(Data for this task):
#####

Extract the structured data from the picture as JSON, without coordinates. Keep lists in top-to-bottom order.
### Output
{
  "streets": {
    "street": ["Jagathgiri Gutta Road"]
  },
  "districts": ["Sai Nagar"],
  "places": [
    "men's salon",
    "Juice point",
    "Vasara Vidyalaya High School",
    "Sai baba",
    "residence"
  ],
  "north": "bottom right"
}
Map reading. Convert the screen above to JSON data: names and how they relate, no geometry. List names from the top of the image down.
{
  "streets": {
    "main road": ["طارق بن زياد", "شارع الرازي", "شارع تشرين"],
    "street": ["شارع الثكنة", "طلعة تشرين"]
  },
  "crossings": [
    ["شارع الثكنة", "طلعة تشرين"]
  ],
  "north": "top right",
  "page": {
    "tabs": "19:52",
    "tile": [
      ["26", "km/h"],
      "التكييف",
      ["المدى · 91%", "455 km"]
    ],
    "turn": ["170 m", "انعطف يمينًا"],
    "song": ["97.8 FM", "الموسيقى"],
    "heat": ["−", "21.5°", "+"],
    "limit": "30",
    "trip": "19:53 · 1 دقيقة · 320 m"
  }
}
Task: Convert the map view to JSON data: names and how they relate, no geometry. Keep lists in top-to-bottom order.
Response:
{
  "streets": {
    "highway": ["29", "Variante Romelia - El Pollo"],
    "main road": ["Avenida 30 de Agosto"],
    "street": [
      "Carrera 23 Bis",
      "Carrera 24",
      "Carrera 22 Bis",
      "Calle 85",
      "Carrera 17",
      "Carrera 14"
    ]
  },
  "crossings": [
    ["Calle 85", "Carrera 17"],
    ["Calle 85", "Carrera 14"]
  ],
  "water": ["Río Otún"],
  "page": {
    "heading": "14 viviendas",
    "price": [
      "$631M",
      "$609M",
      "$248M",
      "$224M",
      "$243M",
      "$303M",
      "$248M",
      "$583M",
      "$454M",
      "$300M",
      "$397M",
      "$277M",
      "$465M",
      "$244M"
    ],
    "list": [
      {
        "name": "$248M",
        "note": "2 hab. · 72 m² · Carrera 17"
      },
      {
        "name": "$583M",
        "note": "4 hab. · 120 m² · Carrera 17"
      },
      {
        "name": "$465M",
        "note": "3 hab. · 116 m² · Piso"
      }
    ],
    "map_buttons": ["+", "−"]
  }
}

#####

All records above are to be returned exactly as given.

(Answer area):
Extract the structured data from the picture as JSON, without coordinates. Keep lists in top-to-bottom order.
### Output
{
  "streets": {
    "street": ["Jagathgiri Gutta Road"]
  },
  "districts": ["Sai Nagar"],
  "places": [
    "men's salon",
    "Juice point",
    "Vasara Vidyalaya High School",
    "Sai baba",
    "residence"
  ],
  "north": "bottom right"
}
Map reading. Convert the screen above to JSON data: names and how they relate, no geometry. List names from the top of the image down.
{
  "streets": {
    "main road": ["طارق بن زياد", "شارع الرازي", "شارع تشرين"],
    "street": ["شارع الثكنة", "طلعة تشرين"]
  },
  "crossings": [
    ["شارع الثكنة", "طلعة تشرين"]
  ],
  "north": "top right",
  "page": {
    "tabs": "19:52",
    "tile": [
      ["26", "km/h"],
      "التكييف",
      ["المدى · 91%", "455 km"]
    ],
    "turn": ["170 m", "انعطف يمينًا"],
    "song": ["97.8 FM", "الموسيقى"],
    "heat": ["−", "21.5°", "+"],
    "limit": "30",
    "trip": "19:53 · 1 دقيقة · 320 m"
  }
}
Task: Convert the map view to JSON data: names and how they relate, no geometry. Keep lists in top-to-bottom order.
Response:
{
  "streets": {
    "highway": ["29", "Variante Romelia - El Pollo"],
    "main road": ["Avenida 30 de Agosto"],
    "street": [
      "Carrera 23 Bis",
      "Carrera 24",
      "Carrera 22 Bis",
      "Calle 85",
      "Carrera 17",
      "Carrera 14"
    ]
  },
  "crossings": [
    ["Calle 85", "Carrera 17"],
    ["Calle 85", "Carrera 14"]
  ],
  "water": ["Río Otún"],
  "page": {
    "heading": "14 viviendas",
    "price": [
      "$631M",
      "$609M",
      "$248M",
      "$224M",
      "$243M",
      "$303M",
      "$248M",
      "$583M",
      "$454M",
      "$300M",
      "$397M",
      "$277M",
      "$465M",
      "$244M"
    ],
    "list": [
      {
        "name": "$248M",
        "note": "2 hab. · 72 m² · Carrera 17"
      },
      {
        "name": "$583M",
        "note": "4 hab. · 120 m² · Carrera 17"
      },
      {
        "name": "$465M",
        "note": "3 hab. · 116 m² · Piso"
      }
    ],
    "map_buttons": ["+", "−"]
  }
}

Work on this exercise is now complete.